Tag: testing

blog

Release of BorsukSoftware.Testing.BDD

Post author By Steven Ford
Post date 18 September 2025
No Comments on Release of BorsukSoftware.Testing.BDD

We’re pleased to announce the first release of a new Nuget package to make it simpler to use BDD and Cucumber to create integration tests.

This was put together at the request of a client who was looking to increase their use of BDD to improve the reliability of their releases.

This new library contains a series of tools to make it easy to define the code behind the user-chosen steps within the Cucumber document as well as a factory so it can be easily used.

This is intended to be used with custom integration testing frameworks which need to be able to call out to external services such as:

APIs
DBs
Selenium instances etc.

There’s a full read me in the package detailing how to use it and we will be uploading a template project to GitHub shortly giving the full details on how the tool can be used to create a suite of integration tests defined using Cucumber documents.

The results of these integrations can be uploaded straight to Conical although this is not required to use the new library.

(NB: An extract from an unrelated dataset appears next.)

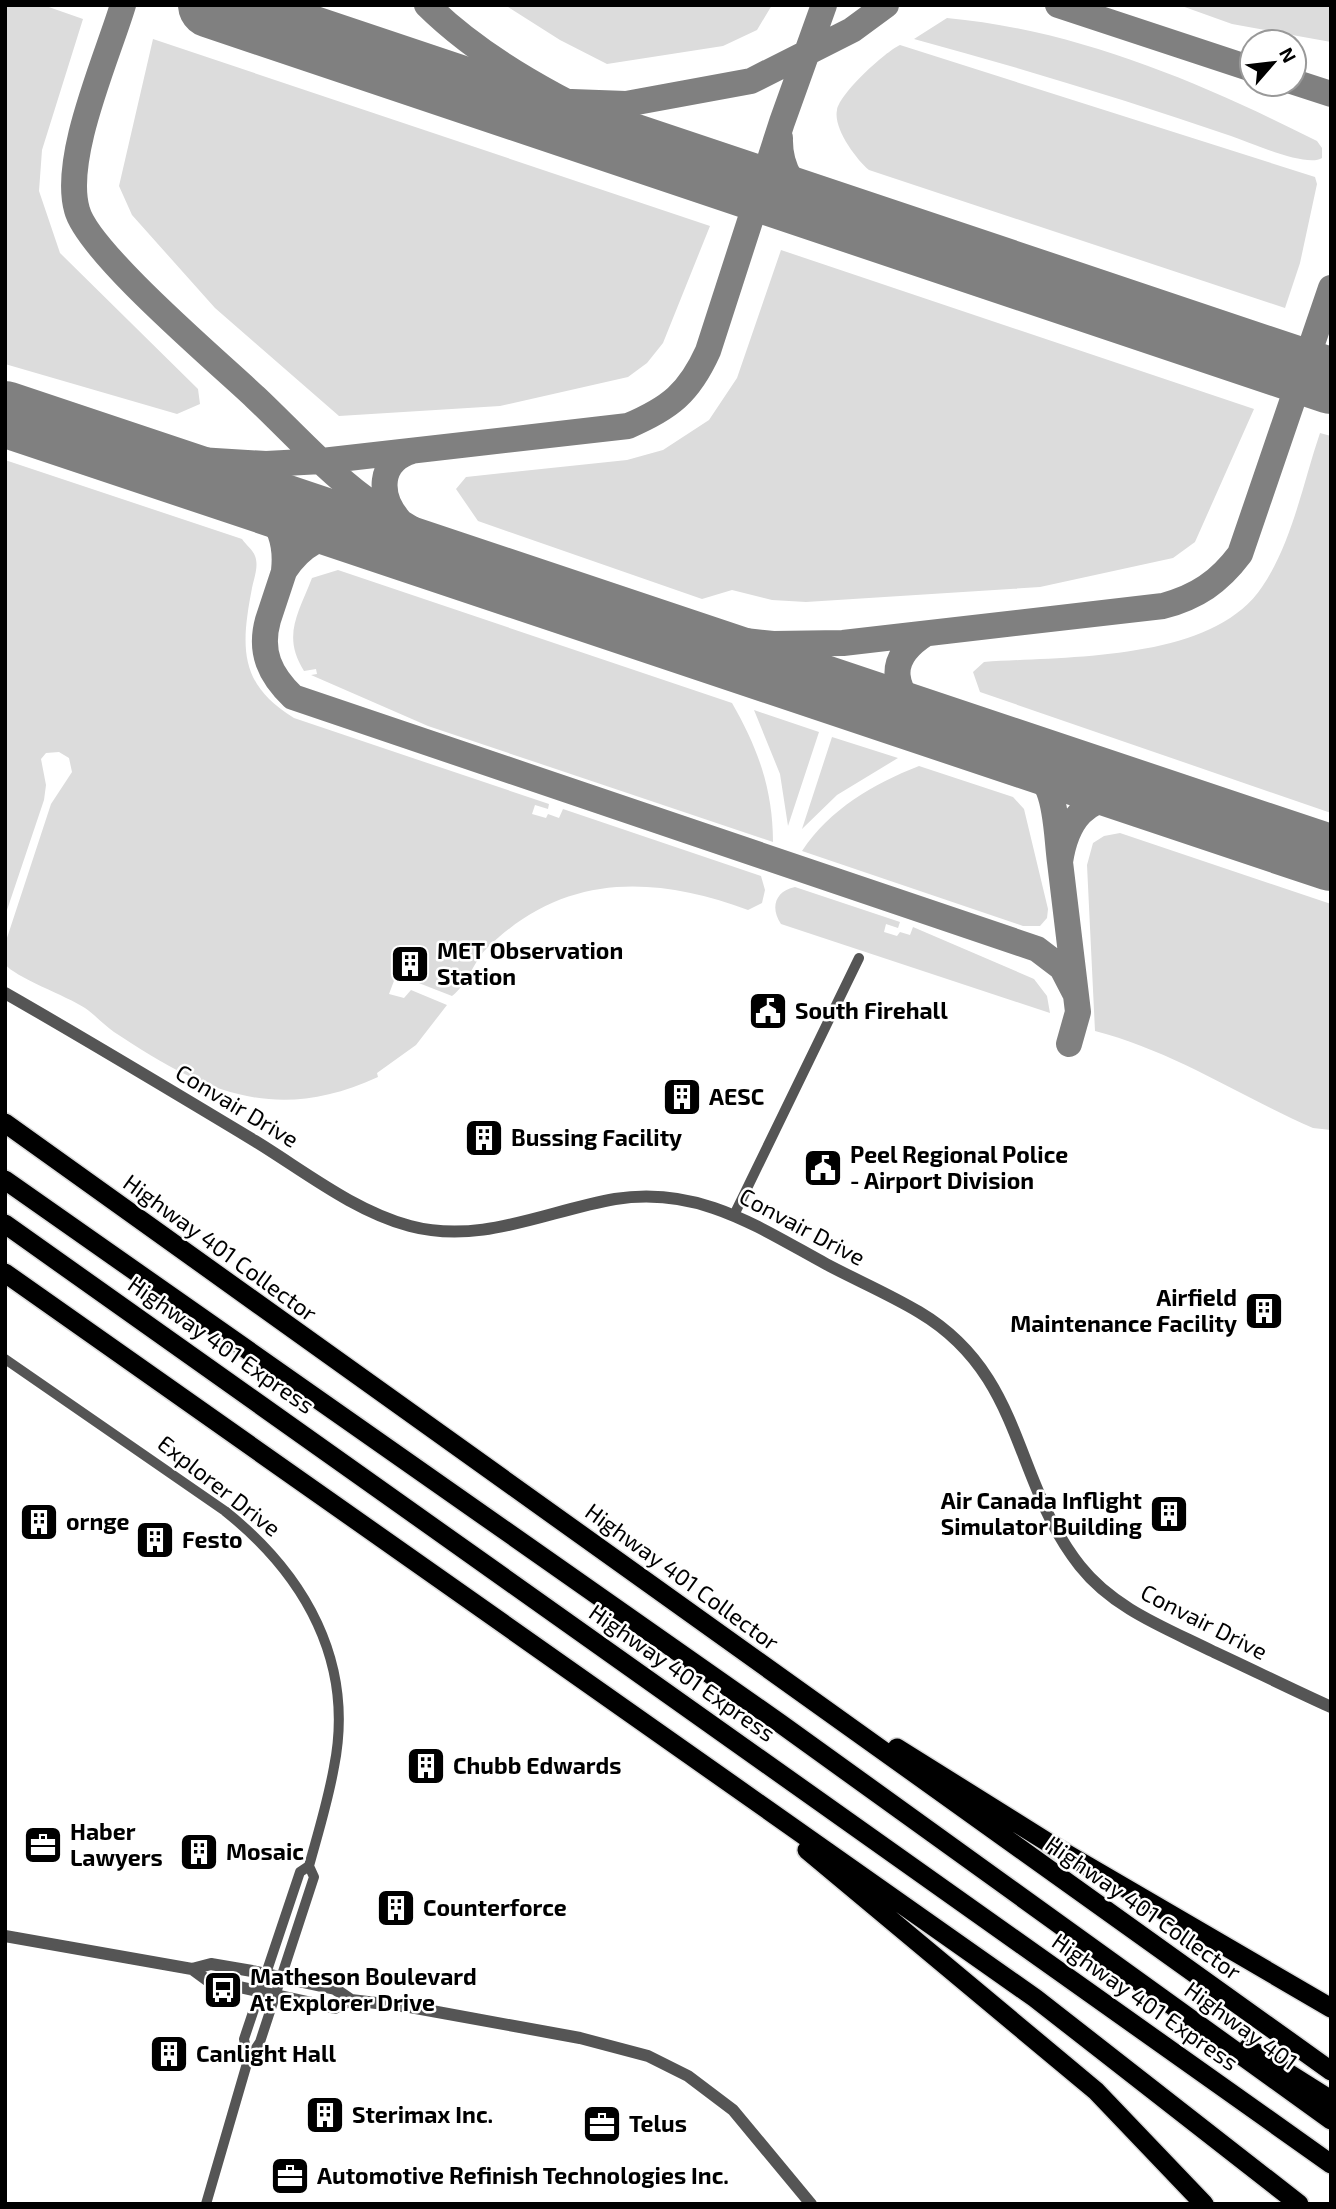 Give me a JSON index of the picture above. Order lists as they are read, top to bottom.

Internally, we use the new library to define a new range of

As usual, any questions, please do get in touch.

Happy testing.

Tags announcement, BDD, BorsukSoftware.Testing.BDD, Cucumber, testing

blog

Improving testability of complex DBs

Post author By Steven Ford
Post date 20 August 2025
No Comments on Improving testability of complex DBs

One of our clients was developing a new product. It was already live for multiple clients and their clients were happy. Each client had their own DB instance and as the product was in development using a very “organic” approach, this lead to the situation where every client not only had their own instance of the DB (perfectly fine and reasonable), but also their own schema which made adding each feature or new client progressively more and more difficult and time consuming.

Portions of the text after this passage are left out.